XII^th International Symposium on Atherosclerosis, Stockholm, Sweden. (June 25-29, 2000)
Drugs that shift the structure and composition of the lipoprotein away from an atherogenic profile reduce the in vitro affinity of apoB100 lipoproteins for matrix proteoglycans. These approaches could be used in the control of LDL atherogenicity within the intima of the vessel walls.

Stockholm, Sweden -- Dr G. Camejo (Wallenberg Laboratory, Goteborg, Sweden) overviewed the role of extracellular matrix in atherosclerosis.

Low density lipoproteins and extracellular matrix The discussion was limited to those aspects of the interaction between apoB-100 lipoproteins and the matrix that appear to be modulators of the atherogenicity of these lipoproteins. In terms of volume, not weight, the major components of the intima of large arteries are the proteoglycans (PGs). They form a tridimensional network that fills approximately 60% of the space between the endothelial cells and the internal elastic lamina. The normal intima, and regions prone to lesion development, is initially rich in large versican-like PGs. These are the most abundant PGs of the intimal extracellular space and have chondroitin sulfate (CS) as GAGs. The content of CS-PGs increases with lesion progression and eventually decreases in advanced lesions. Versican-like PGs because of their abundance and affinity with apoB-100 lipoproteins, are most likely the main structure of the intima interacting with particles that reach this space. Other PGs that are less abundant than versican can also form complexes with LDL. Decorin, a small PG containing a single dermatan sulfate chain that interconnects and organizes collagen I and III fibers in the intima, is a prominent component of the fibrous cap. The pericellular heparan-containing PGs, such as the large perlecan and the small syndecan and glypican, are anchored to the plasma membrane. They form a layer that completely surrounds endothelial and smooth muscle cells. Lipoprotein lipase, associated with the cell surface PGs, appears to contribute to the association between apoB-100 lipoproteins and pericellular heparan and CS-PGs, probably through the formation of ternary complex. The association with PGs and GAGs introduces an irreversible alteration of the particle surface. ApoB-100 becomes noticeably more susceptible to tryptic hydrolysis, suggesting that lysine- and arginine-rich regions become more exposed. There is ample evidence that hydrolytic modifications of the LDL lipids take place in the intima.
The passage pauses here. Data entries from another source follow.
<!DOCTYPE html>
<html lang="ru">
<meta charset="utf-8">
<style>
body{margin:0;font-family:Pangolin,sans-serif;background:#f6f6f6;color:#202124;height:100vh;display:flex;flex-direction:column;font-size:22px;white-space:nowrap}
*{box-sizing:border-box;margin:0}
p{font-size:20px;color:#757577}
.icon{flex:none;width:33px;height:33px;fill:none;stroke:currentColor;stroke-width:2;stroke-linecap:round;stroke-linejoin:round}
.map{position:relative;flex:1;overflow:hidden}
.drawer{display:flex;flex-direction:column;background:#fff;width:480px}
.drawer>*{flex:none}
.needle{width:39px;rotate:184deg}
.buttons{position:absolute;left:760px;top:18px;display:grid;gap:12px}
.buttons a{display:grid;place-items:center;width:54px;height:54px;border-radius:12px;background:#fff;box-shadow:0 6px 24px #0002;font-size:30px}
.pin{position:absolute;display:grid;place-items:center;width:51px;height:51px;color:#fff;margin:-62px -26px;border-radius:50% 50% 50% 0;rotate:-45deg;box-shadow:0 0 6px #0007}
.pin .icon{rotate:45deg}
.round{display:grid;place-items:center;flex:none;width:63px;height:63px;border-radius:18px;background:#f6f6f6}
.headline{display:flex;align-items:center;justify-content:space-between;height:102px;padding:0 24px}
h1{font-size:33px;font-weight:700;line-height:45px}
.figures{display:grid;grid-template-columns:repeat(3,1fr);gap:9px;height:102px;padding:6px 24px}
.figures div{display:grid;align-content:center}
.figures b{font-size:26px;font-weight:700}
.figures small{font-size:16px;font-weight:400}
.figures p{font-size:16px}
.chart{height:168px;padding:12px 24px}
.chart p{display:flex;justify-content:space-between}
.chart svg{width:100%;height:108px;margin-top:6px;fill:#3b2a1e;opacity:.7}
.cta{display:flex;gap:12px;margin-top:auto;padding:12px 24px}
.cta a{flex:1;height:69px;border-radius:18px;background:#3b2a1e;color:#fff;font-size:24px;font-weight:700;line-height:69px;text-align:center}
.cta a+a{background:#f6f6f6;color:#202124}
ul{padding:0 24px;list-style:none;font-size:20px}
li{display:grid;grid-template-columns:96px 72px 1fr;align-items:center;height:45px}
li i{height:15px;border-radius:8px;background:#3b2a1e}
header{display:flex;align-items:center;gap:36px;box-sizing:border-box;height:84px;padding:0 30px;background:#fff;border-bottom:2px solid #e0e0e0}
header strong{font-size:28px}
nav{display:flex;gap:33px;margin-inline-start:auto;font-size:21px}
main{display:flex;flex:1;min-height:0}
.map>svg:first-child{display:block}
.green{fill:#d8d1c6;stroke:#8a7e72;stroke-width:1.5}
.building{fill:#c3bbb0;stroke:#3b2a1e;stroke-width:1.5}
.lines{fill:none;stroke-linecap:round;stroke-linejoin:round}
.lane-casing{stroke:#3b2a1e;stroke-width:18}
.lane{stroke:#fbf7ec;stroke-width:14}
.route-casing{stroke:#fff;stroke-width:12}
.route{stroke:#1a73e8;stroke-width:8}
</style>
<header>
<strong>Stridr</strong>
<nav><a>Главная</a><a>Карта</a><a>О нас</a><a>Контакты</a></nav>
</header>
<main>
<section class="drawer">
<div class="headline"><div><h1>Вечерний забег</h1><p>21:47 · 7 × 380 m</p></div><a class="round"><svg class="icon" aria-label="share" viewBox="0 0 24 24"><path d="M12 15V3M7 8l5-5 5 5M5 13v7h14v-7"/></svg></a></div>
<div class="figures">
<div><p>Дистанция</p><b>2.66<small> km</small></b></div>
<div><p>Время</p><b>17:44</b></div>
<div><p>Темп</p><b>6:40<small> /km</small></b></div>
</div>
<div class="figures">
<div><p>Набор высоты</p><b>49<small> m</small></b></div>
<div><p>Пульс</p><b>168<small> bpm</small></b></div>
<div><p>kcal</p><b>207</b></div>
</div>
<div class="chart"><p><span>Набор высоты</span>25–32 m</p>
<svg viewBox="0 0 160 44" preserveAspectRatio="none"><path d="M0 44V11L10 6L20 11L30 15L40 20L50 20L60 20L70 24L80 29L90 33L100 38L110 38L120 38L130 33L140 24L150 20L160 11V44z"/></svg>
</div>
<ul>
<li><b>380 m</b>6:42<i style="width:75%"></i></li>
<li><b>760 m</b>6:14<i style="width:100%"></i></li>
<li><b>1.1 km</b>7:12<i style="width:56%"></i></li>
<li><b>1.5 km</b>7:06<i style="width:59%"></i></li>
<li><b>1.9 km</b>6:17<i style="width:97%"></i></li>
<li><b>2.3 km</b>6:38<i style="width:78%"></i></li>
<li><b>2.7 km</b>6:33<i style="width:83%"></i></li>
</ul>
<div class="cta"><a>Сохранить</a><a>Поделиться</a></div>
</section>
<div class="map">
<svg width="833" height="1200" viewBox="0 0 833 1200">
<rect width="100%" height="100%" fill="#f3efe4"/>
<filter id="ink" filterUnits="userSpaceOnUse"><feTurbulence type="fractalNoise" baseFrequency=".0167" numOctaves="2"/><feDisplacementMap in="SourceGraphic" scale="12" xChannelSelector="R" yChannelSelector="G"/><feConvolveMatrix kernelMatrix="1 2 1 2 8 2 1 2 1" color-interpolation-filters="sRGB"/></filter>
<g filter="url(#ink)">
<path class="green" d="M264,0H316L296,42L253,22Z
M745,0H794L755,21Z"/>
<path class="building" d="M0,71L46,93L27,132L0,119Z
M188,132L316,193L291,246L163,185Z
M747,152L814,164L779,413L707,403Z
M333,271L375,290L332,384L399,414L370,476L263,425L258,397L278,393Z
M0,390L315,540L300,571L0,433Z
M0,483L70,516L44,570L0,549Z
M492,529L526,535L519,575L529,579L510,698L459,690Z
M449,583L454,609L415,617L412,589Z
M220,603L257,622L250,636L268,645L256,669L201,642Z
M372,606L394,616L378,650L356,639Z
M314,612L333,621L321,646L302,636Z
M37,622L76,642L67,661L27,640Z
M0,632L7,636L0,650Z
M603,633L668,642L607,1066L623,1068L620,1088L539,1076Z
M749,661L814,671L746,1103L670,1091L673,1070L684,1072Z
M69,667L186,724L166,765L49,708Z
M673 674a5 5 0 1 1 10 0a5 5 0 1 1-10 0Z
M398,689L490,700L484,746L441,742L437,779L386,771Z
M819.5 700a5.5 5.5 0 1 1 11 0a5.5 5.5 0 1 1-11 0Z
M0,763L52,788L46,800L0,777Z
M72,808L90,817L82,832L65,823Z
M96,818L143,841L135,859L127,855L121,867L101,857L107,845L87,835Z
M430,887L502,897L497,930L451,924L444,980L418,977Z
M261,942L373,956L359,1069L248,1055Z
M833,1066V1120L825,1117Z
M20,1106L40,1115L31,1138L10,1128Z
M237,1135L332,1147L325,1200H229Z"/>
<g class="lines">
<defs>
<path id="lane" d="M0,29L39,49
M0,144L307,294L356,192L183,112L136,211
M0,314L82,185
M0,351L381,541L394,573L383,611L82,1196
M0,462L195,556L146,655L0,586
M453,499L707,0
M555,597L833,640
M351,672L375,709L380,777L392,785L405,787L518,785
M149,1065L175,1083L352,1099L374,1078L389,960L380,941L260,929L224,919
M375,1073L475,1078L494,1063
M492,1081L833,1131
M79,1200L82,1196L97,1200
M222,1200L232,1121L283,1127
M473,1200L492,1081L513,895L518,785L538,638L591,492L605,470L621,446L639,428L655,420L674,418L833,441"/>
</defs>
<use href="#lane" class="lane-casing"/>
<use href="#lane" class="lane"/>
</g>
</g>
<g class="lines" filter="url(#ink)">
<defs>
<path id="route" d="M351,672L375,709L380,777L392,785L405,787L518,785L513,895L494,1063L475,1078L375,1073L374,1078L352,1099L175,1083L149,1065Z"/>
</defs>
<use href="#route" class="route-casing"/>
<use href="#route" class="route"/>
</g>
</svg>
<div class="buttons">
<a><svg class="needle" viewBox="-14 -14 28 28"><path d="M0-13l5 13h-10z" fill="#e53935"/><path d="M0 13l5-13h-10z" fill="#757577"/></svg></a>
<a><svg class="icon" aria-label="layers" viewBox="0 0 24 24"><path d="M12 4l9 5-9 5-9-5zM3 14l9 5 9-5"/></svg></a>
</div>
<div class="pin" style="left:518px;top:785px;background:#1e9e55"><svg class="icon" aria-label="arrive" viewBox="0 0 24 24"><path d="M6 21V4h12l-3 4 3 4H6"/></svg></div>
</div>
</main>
Phospholipase A2 and LDL in the matrix. sPLA2 has a high affinity for versican-like PG from human arterial smooth muscle cells. A ternary complex PG-LDL-sPLA2 appears to potentiate the activity of the enzyme on LDL. The products of the sPLA2 action are lysolecithin and fatty acids. Lysolecithin is a potent mitogen in vascular cells, which also augments the expression of cell-adhesion molecules in the endothelium and limits the nitric oxide-mediated relaxation in arteries. Another enzyme that may be an important modifier of LDL in the extracellular matrix, also with cellular consequences, is sphyngomyelinase. This enzyme induces rapid aggregation of LDL and generates ceramide, a lipid messenger that has potent cell actions. Another interesting possibility is that the reversible associations of LDL with proteoglycans and GAGs in the intima could extend residence time required for the slow oxidative modifications of LDL. In summary, four of the modification processes that may contribute to the atherogenicity of LDL in the intima (aggregation and lipid phase segregation, proteolytic degradation of the apoB-100, hydrolysis of phospholipids and free radical-mediated oxidation of its unsaturated fatty acids) are enhanced after association with PGs and GAGs. In the intima, essentially irreversible associations of LDL with PGs exist and the resident macrophages may also internalise them. This uptake causes a significant accumulation of cholesterol and its esters in the cell. This could be an important contributor to their transformation into foam cells in lesions.

Modulation of LDL-PGs interaction by pharmacological intervention. Gemfibrozil as well as fenofibrate and simvastatin administered to hypertensive patients with high incidence of dyslipidemia cause a significant decrease of the LDL-PG reactivity. Thus drugs that shift the structure and composition of the lipoprotein away from an atherogenic profile reduce the in vitro affinity of apoB100 lipoproteins for matrix proteoglycans. These studies provide additional support for the validity of these approaches in the control of LDL atherogenicity within the intima of the vessel walls.